### [What to produce]
Among the entries below, find every line that contains the string "they", then copy it.

=== Entries supplied ===

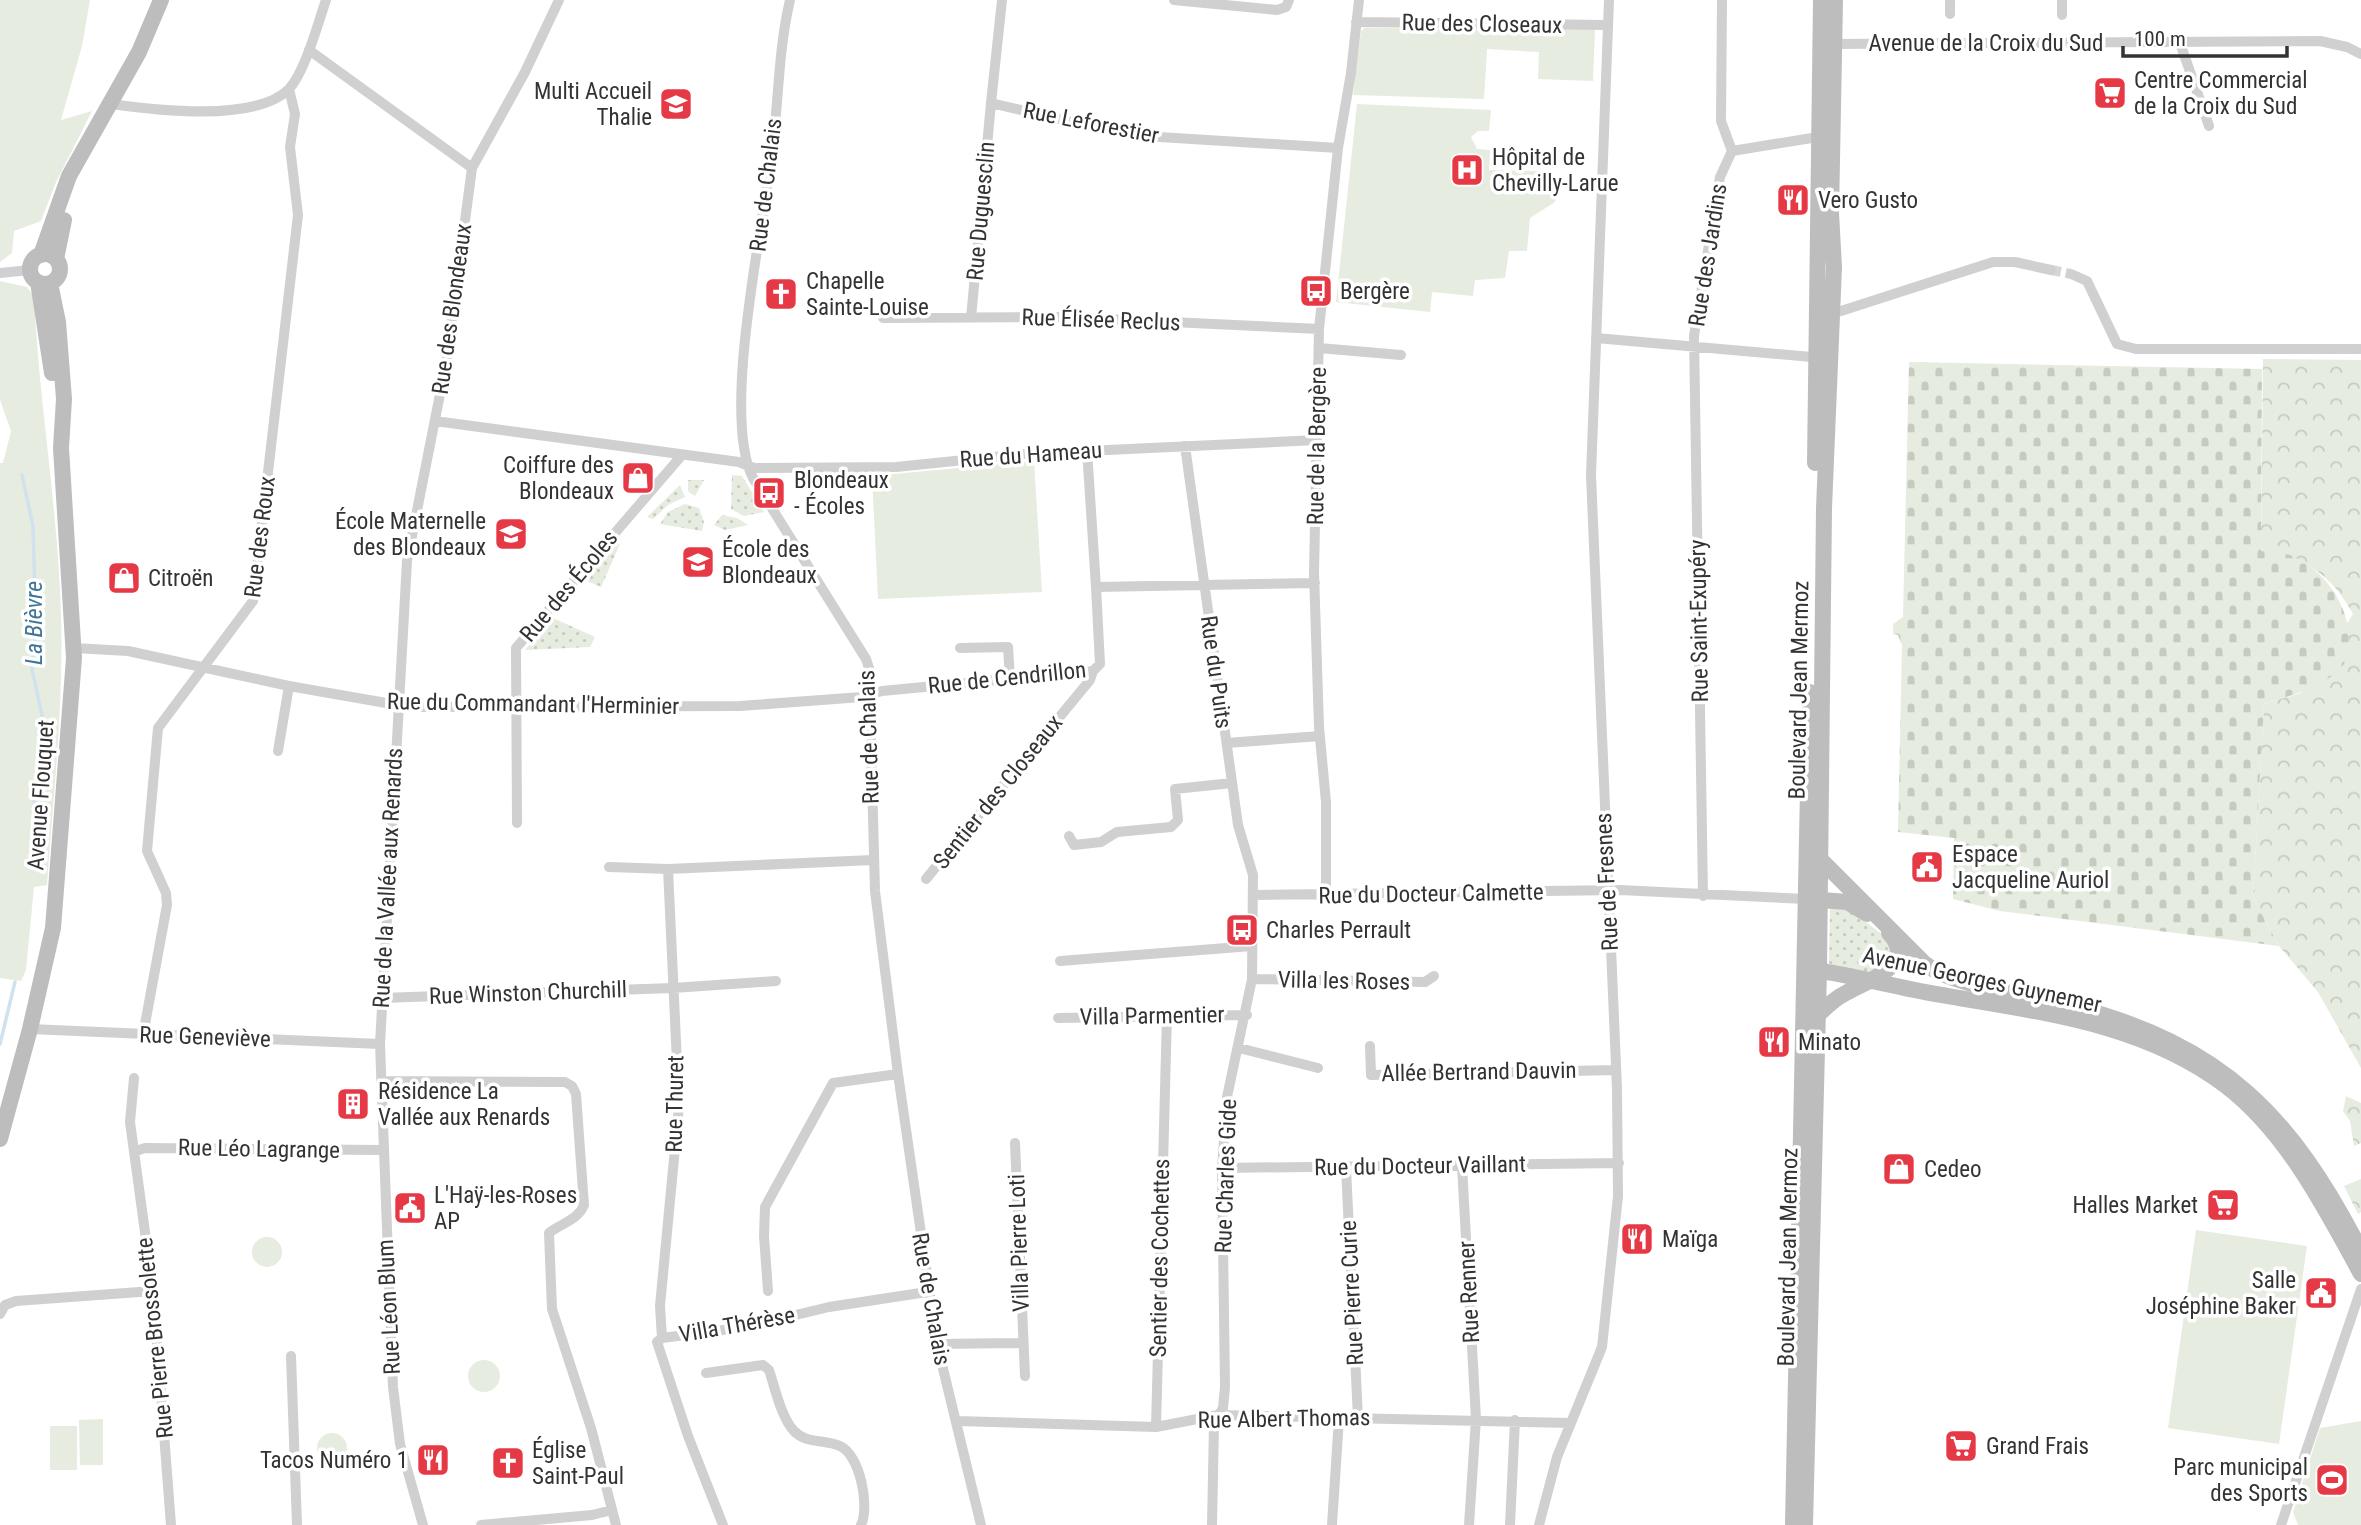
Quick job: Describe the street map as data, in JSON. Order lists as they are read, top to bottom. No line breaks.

===
=== Entries supplied ===

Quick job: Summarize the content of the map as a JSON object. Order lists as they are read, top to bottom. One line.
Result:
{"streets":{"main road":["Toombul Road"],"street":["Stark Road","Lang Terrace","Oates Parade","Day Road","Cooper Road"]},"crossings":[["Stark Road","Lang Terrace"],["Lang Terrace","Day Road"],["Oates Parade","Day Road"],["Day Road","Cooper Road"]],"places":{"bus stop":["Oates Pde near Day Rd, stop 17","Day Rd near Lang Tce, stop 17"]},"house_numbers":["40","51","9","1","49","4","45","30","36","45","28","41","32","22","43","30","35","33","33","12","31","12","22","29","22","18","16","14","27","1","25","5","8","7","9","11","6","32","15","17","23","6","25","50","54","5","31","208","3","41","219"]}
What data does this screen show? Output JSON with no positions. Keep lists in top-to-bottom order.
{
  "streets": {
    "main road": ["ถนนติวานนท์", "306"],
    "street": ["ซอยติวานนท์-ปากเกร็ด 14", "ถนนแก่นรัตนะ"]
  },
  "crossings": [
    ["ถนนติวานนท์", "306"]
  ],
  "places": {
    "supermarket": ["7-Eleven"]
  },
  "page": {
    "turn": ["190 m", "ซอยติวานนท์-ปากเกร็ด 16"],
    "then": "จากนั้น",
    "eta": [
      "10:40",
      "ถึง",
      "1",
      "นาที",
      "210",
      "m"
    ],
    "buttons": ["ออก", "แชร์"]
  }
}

===
=== Entries supplied ===

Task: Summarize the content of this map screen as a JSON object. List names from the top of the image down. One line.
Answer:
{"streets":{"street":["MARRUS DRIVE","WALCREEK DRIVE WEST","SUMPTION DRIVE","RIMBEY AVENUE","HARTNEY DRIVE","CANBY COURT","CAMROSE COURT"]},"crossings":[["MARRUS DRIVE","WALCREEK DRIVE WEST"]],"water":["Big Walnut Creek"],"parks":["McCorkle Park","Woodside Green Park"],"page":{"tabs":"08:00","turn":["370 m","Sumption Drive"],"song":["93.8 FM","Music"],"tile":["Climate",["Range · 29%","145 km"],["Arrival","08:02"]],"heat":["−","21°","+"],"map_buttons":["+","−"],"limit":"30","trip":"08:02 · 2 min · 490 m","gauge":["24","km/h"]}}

===

### [The completed task]
Quick job: Describe the street map as data, in JSON. Order lists as they are read, top to bottom. No line breaks.
Quick job: Summarize the content of the map as a JSON object. Order lists as they are read, top to bottom. One line.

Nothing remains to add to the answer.